L'action 13, intitulée « soutien, régulation, contrôle et sécurité des services de transports terrestres » est transversale aux différents modes de transports terrestres. Elle vise à soutenir le report modal, à assurer un fonctionnement concurrentiel équitable des secteurs de transport, à soutenir les mesures de prévention contre les accidents et à accompagner les professions en difficulté. Ses crédits s'élèvent à 54,1 millions d'euros en crédits de paiement, auxquels devraient s'ajouter des fonds de concours et attributions de produits (38,9 millions en crédits de paiement).

Globalement, si nous étions sûrs que l'intégralité du manque à gagner résultant de la suspension de l'écotaxe poids lourds était compensée, je dirais que les crédits consacrés à la route sont stables. Mais l'hypothèque que constitue la suspension de cette taxe est lourde de conséquences.

Cette suspension va immanquablement retarder nombre de projets d'infrastructures. Les deux premiers reports de la mise en oeuvre de la taxe intervenus cette année pour des raisons techniques, ont déjà conduit l'AFITF, d'une part, à utiliser les crédits de son fonds de roulement, d'autre part, à ralentir l'exécution de projets inscrits dans le cadre des programmes de modernisation des itinéraires routiers (PDMI) et des contrats de plan Etat-régions. Les crédits de paiement alloués aux PDMI ont par exemple chuté, de 380 millions à 336 millions d'euros, entre le budget prévisionnel adopté en fin d'année 2012 et la dernière décision modificative intervenue début octobre 2013, après l'annonce du deuxième report de l'entrée en vigueur de l'écotaxe. Or, le taux d'avancement des PDMI, censés couvrir la période 2009-2014, est déjà bien faible, puisqu'il ne devrait atteindre que 42% à la fin de l'année 2013.

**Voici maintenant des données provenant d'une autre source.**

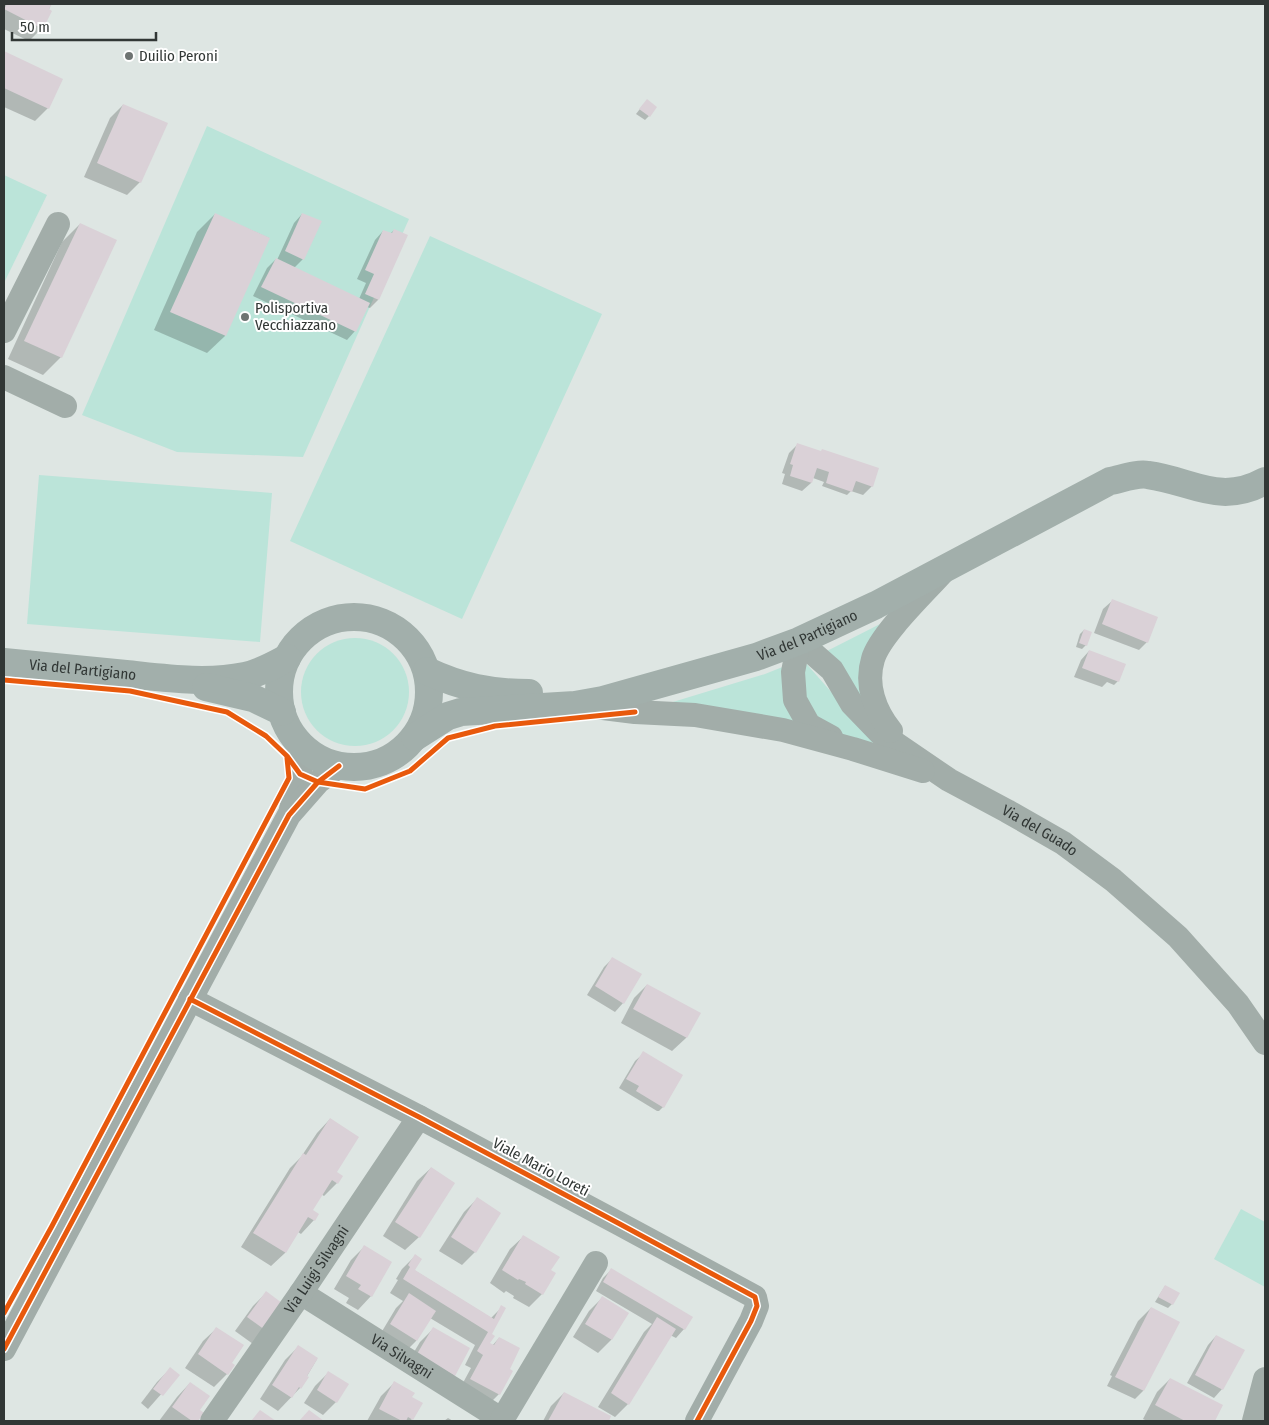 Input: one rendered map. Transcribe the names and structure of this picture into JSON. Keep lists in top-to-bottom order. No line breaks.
{"streets":{"main road":["Via del Partigiano"],"street":["Via del Guado","Viale Mario Loreti","Via Luigi Silvagni","Via Silvagni"]},"crossings":[["Via del Partigiano","Via del Guado"],["Viale Mario Loreti","Via Luigi Silvagni"],["Via Luigi Silvagni","Via Silvagni"]],"places":["Duilio Peroni","Polisportiva Vecchiazzano"],"scale_bar":"50 m"}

Parmi la liste des projets que devrait financer l'AFITF en 2014, publiée dans le projet annuel de performance, avant l'annonce de la suspension de l'écotaxe, figurent notamment : la poursuite des travaux de construction des LGV Est Européenne (seconde phase), Sud-Europe-Atlantique (Tours-Bordeaux), Bretagne-Pays de la Loire et du contournement ferroviaire de Nîmes-Montpellier ; la poursuite des aménagements pour l'autoroute ferroviaire atlantique ; le financement des appels à projets en cours pour les transports collectifs urbains ; la poursuite du soutien au programme d'équipement du réseau ferré national en radiotéléphonie GSM R, du financement des programmes de mise en sécurité des tunnels routiers et ferroviaires, des suppressions de passages à niveau, et des mises aux normes des infrastructures pour leur accessibilité aux personnes à mobilité réduite.

Mais l'enjeu de la mise en oeuvre effective et rapide de cette taxe n'est pas seulement budgétaire. Il s'agit de faire payer aux poids lourds le juste prix de l'usage - actuellement gratuit - du réseau routier national non concédé et de certaines routes départementales ou communales, tout comme les entreprises de fret ferroviaire paient des péages pour l'usage des voies ferrées.

De ce fait, cette taxe s'apparente davantage à une redevance qu'à une taxe. Le calcul de ses taux, encadré par la directive « Eurovignette », doit refléter les coûts d'usage de la route. L'écotaxe est donc une application concrète du principe de l'« utilisateur-payeur », avant même de celui du « pollueur-payeur »...

Renoncer à son entrée en vigueur condamnerait l'Etat et les collectivités territoriales à continuer d'assumer l'entretien des routes par l'impôt, alors qu'il semble plus logique que ce soient ses usagers - français comme étrangers d'ailleurs, je voudrais insister sur ce point - qui le fassent. Aujourd'hui, les camions étrangers bénéficient d'un service sans apporter aucune recette.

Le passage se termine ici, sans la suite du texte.